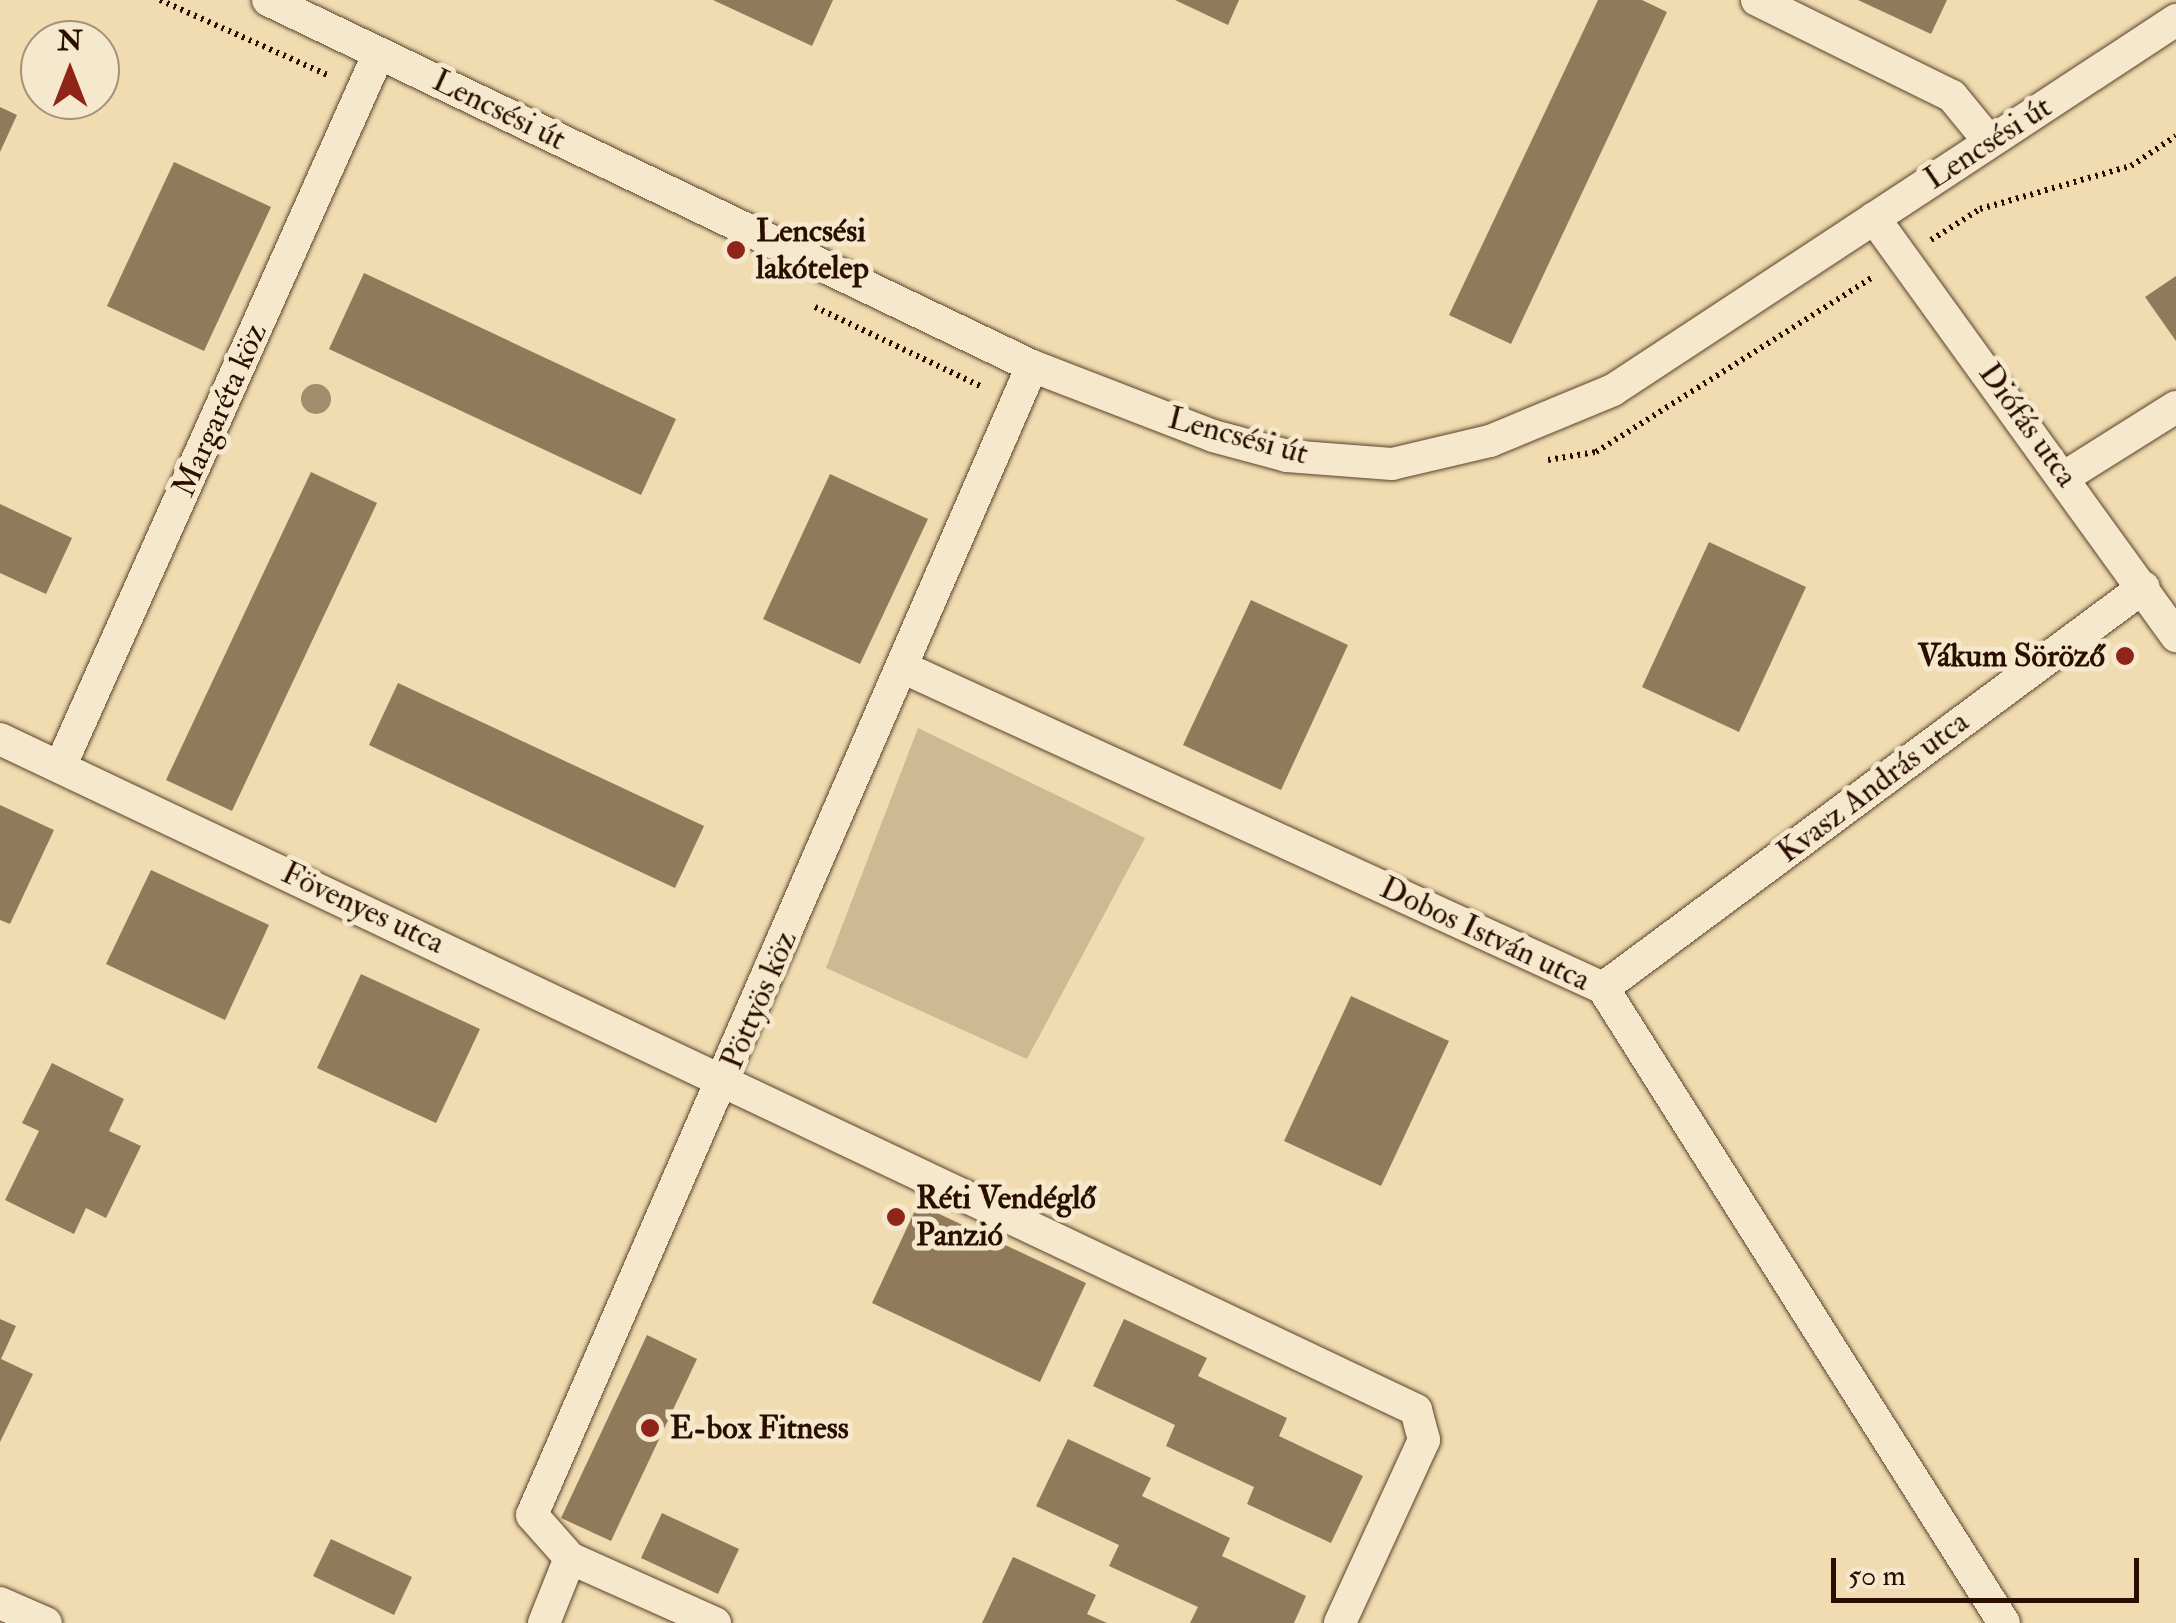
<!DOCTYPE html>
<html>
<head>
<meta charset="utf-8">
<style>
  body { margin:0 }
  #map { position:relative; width:2176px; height:1623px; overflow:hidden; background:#f0dcb0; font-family:"IM FELL Double Pica",serif }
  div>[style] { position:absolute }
  .green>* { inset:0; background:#ceb992 }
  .building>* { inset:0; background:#91795c }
  .path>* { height:6px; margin-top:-3px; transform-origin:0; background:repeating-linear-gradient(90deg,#2a0e00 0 2.5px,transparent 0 7.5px) }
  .roads { filter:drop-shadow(0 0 2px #5c422c) drop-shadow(0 0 2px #5c422c) }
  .street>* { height:32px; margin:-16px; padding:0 16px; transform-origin:16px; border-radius:16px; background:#f5e8cc }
  .trees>* { width:30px; height:30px; margin:-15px; border-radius:50%; background:#a28c6b }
  .dots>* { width:28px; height:28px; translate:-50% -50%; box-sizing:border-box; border:5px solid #f5e8cc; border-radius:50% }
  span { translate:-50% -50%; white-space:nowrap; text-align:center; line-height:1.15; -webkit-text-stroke:10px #f5e8cc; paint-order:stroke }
  .street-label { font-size:32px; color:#2a0e00 }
  .poi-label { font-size:32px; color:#2a0e00; font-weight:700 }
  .left { translate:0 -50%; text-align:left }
  .right { translate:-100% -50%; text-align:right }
  .north { position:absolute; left:20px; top:20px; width:100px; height:100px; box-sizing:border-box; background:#f5e8cc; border:2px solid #a4917a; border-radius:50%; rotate:0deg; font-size:28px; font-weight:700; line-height:40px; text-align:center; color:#2a0e00 }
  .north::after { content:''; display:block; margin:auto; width:35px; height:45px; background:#8f2418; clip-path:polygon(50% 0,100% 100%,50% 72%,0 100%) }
  .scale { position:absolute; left:1831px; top:1558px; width:308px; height:45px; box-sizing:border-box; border:5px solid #2a0e00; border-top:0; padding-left:12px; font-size:30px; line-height:35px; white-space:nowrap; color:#2a0e00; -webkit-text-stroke:8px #f5e8cc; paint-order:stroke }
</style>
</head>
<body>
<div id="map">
  <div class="green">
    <div style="clip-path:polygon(918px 728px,1145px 838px,1027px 1059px,826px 968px)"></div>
  </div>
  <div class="building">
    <div style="clip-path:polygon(713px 0,833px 0,812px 46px)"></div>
    <div style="clip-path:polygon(1175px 0,1239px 0,1228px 25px)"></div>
    <div style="clip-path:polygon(1598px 0,1642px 0,1667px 12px,1511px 344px,1449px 315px)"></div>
    <div style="clip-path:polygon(1858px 0,1947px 0,1931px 34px)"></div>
    <div style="clip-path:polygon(0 107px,17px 115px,0 152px)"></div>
    <div style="clip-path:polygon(174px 162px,271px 207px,204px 351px,107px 306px)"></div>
    <div style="clip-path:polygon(364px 273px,676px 419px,641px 495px,329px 349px)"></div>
    <div style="clip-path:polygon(2176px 276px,2176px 341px,2145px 297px)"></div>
    <div style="clip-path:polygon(311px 472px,377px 503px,232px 811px,166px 780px)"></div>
    <div style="clip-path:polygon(830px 474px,928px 519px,860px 664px,763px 619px)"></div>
    <div style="clip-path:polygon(0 504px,72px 538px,46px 594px,0 573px)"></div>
    <div style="clip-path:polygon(1709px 542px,1806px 587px,1739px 732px,1642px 687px)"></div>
    <div style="clip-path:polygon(1251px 600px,1348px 645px,1281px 790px,1183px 745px)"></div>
    <div style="clip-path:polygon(398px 683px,704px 826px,675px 888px,369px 745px)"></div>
    <div style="clip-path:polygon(0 805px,54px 830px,10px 924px,0 920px)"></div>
    <div style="clip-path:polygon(151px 870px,269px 925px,225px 1020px,106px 964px)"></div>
    <div style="clip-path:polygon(361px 974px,480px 1029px,436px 1123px,317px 1068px)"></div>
    <div style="clip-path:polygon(1351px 996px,1449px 1041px,1381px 1186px,1284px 1141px)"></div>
    <div style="clip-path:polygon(52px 1063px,124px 1099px,109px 1131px,141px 1146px,106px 1218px,86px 1208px,74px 1234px,5px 1200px,39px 1131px,22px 1123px)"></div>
    <div style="clip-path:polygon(918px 1204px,1086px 1283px,1040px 1382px,872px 1303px)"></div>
    <div style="clip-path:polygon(0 1319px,16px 1326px,1px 1359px,33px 1374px,0 1442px)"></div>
    <div style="clip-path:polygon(1124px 1319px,1207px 1358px,1198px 1376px,1287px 1418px,1279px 1436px,1363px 1476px,1331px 1543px,1247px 1504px,1254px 1487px,1166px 1446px,1175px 1425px,1093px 1386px)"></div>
    <div style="clip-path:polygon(647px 1335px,697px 1359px,611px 1541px,561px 1518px)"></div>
    <div style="clip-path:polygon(1068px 1439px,1151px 1478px,1142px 1496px,1230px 1538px,1222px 1556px,1306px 1596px,1294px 1623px,1190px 1623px,1198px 1607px,1109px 1566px,1119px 1545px,1036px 1506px)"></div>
    <div style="clip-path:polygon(662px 1513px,739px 1549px,718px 1594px,641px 1558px)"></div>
    <div style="clip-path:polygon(331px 1539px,412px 1577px,394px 1615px,313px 1576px)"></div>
    <div style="clip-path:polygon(1013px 1557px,1096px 1595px,1087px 1614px,1107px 1623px,982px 1623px)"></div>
  </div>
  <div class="path">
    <div style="left:160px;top:0;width:186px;rotate:24.1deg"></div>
    <div style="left:1931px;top:240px;width:58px;rotate:-32.3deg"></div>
    <div style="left:1980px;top:209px;width:157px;rotate:-15.9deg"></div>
    <div style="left:2131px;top:166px;width:54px;rotate:-33.7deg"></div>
    <div style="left:815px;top:307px;width:187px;rotate:25.6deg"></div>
    <div style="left:1548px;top:460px;width:49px;rotate:-9.5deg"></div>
    <div style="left:1596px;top:452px;width:329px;rotate:-32.3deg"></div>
  </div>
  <div class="roads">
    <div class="street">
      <div style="left:268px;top:0;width:847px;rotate:25.6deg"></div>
      <div style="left:1032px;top:366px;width:194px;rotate:21.1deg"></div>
      <div style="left:1213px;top:436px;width:77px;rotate:15.1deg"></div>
      <div style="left:1287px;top:456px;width:105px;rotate:4.4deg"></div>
      <div style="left:1392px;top:464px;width:101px;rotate:-13.2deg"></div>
      <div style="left:1490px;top:441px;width:133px;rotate:-22.5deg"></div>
      <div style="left:1613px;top:390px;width:674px;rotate:-33.31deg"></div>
      <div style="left:1757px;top:0;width:217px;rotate:26.2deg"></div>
      <div style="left:1952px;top:96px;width:58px;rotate:50.6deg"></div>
      <div style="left:1874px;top:218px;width:516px;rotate:54.15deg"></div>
      <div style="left:2066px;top:476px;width:130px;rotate:-32.1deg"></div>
      <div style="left:902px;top:667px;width:771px;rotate:24.6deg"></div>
      <div style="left:1603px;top:988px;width:751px;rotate:57.73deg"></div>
      <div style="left:0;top:739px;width:1567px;rotate:25.35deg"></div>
      <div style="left:1416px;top:1410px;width:31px;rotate:75deg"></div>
      <div style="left:1424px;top:1440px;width:201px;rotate:114.7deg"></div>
      <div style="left:60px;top:767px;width:782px;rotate:-65.93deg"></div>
      <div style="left:1603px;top:988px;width:673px;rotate:-36.55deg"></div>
      <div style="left:0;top:1603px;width:50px;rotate:23.5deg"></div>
      <div style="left:544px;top:1623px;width:70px;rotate:-68.2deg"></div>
      <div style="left:715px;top:1623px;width:159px;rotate:-155.9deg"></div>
      <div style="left:570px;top:1558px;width:57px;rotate:-131.5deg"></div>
      <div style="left:532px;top:1515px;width:1253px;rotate:-66.48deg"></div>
    </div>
  </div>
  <div class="trees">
    <div style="left:316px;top:399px"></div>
  </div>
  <div class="dots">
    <div style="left:736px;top:250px;background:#8f2418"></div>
    <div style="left:2125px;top:656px;background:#8f2418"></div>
    <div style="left:896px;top:1217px;background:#8f2418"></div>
    <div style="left:650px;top:1428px;background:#8f2418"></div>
  </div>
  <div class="street-label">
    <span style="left:499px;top:110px;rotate:26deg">Lencsési út</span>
    <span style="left:1988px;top:143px;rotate:-33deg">Lencsési út</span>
    <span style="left:220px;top:410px;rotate:-66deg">Margaréta köz</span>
    <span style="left:2028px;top:425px;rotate:54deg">Diófás utca</span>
    <span style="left:1238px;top:436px;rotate:15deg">Lencsési út</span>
    <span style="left:1873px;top:787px;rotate:-37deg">Kvasz András utca</span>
    <span style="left:363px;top:908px;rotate:25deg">Fövenyes utca</span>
    <span style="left:1485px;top:934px;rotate:25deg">Dobos István utca</span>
    <span style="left:759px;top:1000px;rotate:-67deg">Pöttyös köz</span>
  </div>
  <div class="poi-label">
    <span class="left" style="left:756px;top:250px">Lencsési<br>lakótelep</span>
    <span class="right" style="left:2105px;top:656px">Vákum Söröző</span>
    <span class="left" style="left:916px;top:1217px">Réti Vendéglő<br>Panzió</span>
    <span class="left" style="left:670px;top:1428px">E-box Fitness</span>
  </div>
  <div class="north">N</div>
  <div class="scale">50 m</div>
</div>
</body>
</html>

_EXERCISE PROMPT:_
Taking the entries above, print exactly the lines starting at the line with "translate:-50% -50%; white-space:nowrap;" and ending at the line with "font-size:32px; color:#2a0e00; font-weight:700", both included.

_ANSWER TO THE PROBLEM:_
  span { translate:-50% -50%; white-space:nowrap; text-align:center; line-height:1.15; -webkit-text-stroke:10px #f5e8cc; paint-order:stroke }
  .street-label { font-size:32px; color:#2a0e00 }
  .poi-label { font-size:32px; color:#2a0e00; font-weight:700 }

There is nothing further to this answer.